Wednesday, October 26, 2011

A Literary Friendship: Henry and Edith

From today's Writer's Almanac:

It was on this day in 1900 that Henry James wrote his first letter to the budding novelist Edith Wharton, beginning a long friendship. Wharton was an admirer of James's work, and she sent him one of the first short stories she ever wrote. He wrote back to say that he liked the story but that she shouldn't write about Europe if she didn't live there. He said, "Be tethered in native pastures, even if it reduces [you] to a back-yard in New York." His advice inspired her to write about the New York society she'd grown up in, and the result was The House of Mirth (1905), which became her first big success.

They remained friends for the rest of James's life, but while Wharton became more successful, James's novels sold less and less well. When he learned that she'd used the proceeds from a recent book to buy herself a new car, he joked that he hoped his next book would provide enough money for him to buy a new wheelbarrow. But he always appreciated her friendship, and once wrote to her, "Your letters come into my damp desert here even as the odour of promiscuous spices ...might be wafted to some compromised oasis from a caravan of the Arabian nights."


  1. Edith Wharton is one of my favorite authors. She just seemed to be so glamorous!

  2. I love reading about the two of them. It was a wonderful friendship!

  3. I had no idea that the two were friends. I'm going to see if my library has this.

  4. Reviewsbylola - I love Wharton, too! Hope to read Hermione Lee's bio over the winter.

    Audrey - Me, too! I loved seeing the 'Henry James room' when we visited The Mount.

    Vasilly - Oh yes, they were great friends. I'll be reading a Wharton bio soon and would love to read their letters, too.

  5. They both look so dour! I love that quote from James about the wheelbarrow!!

  6. It's been years since I've read anything by Edith Wharton. A decade or so ago, I was working my way through her bibliography. I still have a few to go. And, I've never read Henry James.

  7. I adore Edith Wharton's books and for a period of time a few years ago read only her books. It's been too long since I've picked one up. And I had no idea she was friends with Henry James, let along had such a tight, close relationship. What an amazing friendship it probably was.
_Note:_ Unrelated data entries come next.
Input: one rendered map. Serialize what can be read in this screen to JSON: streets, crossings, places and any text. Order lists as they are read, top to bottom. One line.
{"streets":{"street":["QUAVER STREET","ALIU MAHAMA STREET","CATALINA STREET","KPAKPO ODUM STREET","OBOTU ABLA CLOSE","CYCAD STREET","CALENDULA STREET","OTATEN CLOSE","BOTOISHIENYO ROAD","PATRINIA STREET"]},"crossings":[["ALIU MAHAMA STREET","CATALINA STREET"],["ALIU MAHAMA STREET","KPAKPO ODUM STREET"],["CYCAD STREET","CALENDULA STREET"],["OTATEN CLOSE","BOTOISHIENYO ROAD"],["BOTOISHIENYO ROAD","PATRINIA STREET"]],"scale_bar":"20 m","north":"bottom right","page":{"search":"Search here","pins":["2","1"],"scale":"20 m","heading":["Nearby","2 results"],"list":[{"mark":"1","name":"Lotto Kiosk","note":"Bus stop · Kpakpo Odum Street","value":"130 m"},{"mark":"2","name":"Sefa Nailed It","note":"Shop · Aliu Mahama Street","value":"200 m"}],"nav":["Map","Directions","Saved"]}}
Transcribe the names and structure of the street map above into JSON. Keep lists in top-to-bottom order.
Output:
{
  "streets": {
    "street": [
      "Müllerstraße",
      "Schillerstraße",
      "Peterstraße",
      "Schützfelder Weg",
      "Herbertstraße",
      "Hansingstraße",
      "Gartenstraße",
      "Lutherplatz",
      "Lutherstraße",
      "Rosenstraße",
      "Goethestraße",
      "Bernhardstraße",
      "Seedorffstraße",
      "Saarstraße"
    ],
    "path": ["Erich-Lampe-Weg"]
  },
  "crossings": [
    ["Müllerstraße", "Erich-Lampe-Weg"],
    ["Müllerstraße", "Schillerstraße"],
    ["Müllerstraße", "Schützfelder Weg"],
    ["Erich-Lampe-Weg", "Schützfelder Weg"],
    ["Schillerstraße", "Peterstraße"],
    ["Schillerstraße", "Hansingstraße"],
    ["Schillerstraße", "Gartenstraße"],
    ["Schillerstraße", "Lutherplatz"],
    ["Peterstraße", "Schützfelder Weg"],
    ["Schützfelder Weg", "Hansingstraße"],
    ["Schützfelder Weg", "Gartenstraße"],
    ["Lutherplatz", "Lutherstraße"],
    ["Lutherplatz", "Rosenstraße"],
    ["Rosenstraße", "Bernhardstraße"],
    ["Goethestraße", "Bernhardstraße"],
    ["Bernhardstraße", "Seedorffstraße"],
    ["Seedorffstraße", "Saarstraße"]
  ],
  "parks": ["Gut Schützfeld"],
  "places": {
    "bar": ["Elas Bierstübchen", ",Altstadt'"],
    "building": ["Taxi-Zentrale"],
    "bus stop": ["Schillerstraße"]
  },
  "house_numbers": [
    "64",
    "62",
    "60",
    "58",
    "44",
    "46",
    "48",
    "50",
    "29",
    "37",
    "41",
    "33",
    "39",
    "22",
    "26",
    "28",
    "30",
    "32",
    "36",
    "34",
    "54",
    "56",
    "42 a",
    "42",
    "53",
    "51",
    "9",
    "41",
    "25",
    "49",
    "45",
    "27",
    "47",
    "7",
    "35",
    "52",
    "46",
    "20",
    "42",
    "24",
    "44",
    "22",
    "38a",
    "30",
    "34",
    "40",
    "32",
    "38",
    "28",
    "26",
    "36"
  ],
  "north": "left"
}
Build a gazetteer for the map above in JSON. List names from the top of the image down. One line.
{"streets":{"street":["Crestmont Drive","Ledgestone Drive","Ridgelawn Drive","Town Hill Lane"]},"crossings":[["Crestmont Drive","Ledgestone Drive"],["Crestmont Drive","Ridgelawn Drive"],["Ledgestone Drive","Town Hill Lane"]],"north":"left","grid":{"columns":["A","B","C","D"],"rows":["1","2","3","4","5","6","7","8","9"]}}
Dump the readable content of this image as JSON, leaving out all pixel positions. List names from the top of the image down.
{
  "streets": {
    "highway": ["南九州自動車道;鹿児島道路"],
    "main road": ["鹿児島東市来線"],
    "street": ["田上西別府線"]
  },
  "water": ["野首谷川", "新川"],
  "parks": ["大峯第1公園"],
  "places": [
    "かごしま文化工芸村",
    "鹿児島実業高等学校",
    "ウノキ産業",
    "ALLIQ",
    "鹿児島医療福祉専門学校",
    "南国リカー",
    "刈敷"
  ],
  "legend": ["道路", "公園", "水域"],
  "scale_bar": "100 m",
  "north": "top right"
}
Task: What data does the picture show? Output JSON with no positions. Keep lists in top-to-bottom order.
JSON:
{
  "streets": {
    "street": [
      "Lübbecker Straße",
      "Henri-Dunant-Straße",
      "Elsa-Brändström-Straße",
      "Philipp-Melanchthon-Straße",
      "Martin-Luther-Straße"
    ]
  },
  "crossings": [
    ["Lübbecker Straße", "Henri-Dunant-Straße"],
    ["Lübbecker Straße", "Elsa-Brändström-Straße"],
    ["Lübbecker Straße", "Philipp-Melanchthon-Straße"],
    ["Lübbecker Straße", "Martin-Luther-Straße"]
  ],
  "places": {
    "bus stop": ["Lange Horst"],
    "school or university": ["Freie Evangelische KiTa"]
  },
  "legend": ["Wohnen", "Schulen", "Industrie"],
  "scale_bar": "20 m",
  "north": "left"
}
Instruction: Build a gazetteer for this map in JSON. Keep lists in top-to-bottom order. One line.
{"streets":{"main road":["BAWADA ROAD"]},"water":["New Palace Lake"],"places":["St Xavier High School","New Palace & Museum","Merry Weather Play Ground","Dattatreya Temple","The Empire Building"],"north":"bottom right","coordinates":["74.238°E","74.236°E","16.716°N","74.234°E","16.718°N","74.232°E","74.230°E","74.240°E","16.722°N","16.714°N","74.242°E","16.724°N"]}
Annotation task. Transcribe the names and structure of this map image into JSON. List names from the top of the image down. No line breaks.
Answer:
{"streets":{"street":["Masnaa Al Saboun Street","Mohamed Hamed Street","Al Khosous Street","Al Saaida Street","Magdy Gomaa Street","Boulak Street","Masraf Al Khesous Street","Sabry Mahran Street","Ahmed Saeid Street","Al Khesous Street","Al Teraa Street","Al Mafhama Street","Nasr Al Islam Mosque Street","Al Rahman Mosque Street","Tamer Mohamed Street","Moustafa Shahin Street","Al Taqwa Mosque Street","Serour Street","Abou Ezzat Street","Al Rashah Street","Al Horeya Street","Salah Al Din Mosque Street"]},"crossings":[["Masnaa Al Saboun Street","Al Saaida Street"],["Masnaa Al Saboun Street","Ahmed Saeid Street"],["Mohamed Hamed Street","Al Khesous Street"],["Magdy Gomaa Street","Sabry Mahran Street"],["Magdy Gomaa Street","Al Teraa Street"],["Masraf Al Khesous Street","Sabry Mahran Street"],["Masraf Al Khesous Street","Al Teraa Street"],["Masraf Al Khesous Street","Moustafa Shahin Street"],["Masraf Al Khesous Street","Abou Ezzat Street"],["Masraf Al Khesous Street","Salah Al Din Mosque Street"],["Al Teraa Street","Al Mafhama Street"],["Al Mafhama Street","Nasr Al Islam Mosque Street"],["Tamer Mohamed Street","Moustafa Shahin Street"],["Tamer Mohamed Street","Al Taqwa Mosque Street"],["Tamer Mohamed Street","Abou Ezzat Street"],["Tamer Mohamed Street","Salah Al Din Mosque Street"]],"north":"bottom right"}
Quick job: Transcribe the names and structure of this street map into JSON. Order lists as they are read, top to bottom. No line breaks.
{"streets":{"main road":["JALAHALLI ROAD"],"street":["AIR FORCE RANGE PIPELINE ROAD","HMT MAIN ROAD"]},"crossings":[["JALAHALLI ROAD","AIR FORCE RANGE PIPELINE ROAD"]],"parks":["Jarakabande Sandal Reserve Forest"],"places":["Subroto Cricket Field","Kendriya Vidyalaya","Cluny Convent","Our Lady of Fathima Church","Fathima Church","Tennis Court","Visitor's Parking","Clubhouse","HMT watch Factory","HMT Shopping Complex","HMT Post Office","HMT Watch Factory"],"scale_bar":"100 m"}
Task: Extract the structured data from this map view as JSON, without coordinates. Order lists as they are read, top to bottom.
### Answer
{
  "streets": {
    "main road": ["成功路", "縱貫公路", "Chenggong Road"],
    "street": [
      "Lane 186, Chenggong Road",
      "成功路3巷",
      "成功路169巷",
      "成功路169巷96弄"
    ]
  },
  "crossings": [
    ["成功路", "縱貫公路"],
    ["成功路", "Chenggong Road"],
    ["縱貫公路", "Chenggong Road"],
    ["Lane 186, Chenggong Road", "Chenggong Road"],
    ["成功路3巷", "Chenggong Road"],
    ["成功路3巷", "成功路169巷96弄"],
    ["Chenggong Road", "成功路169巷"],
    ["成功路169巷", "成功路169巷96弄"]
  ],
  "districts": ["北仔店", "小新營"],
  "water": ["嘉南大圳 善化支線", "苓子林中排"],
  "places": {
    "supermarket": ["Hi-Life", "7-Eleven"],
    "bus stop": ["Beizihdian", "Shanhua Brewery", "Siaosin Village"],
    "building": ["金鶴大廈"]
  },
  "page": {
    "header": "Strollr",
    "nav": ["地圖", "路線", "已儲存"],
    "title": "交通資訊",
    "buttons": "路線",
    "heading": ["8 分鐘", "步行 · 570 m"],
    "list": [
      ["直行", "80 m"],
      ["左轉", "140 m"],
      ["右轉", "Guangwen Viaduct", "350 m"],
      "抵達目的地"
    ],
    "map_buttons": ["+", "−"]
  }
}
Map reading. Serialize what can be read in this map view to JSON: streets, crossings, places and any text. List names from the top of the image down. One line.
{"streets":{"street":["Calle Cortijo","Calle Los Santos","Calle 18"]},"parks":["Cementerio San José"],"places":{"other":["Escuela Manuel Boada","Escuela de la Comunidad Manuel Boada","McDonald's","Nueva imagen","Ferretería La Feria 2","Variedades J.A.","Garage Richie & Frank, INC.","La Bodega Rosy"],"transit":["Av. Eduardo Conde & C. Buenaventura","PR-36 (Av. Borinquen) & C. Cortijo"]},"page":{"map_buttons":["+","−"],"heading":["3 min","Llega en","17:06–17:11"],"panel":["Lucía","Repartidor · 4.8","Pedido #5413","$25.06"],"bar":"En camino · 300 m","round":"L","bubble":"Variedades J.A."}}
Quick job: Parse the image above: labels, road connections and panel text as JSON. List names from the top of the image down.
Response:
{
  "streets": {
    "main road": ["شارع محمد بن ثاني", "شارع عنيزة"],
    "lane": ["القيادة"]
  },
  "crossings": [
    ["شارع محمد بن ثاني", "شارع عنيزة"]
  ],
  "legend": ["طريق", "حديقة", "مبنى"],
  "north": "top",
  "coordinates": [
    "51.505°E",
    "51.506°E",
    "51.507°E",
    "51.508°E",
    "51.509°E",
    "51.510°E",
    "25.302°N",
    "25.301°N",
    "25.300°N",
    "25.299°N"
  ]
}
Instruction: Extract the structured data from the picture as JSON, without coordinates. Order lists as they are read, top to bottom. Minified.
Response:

Oh, to have been 'a fly on the wall'... lol.

    Recently, I've been thinking about reading bios and/or books of correspondence regarding authors I love or who intrigue me such as Wharton, Orwell, James', Austen... When I researched and wrote a paper on Joyce in high school, I learned so much about him and then reading "The Dead" and other of his works meant so much more.
    This book of letters would fit into my idea wonderfully.

    A terrific post, JoAnn, thank you :o)

  8. I didn't know they friends either. I'll have to look for this. Henry James is not one of my favorites, but I'm interested in their friendship.

  9. I can never decide if I liked reading Henry James or just wanted to show off that I'd actually read something by James. sigh... This looks interesting but I need to read more Wharton - I've only read the sledding one. Title escapes me... Goodness what is wrong with me today! Ethan Frome!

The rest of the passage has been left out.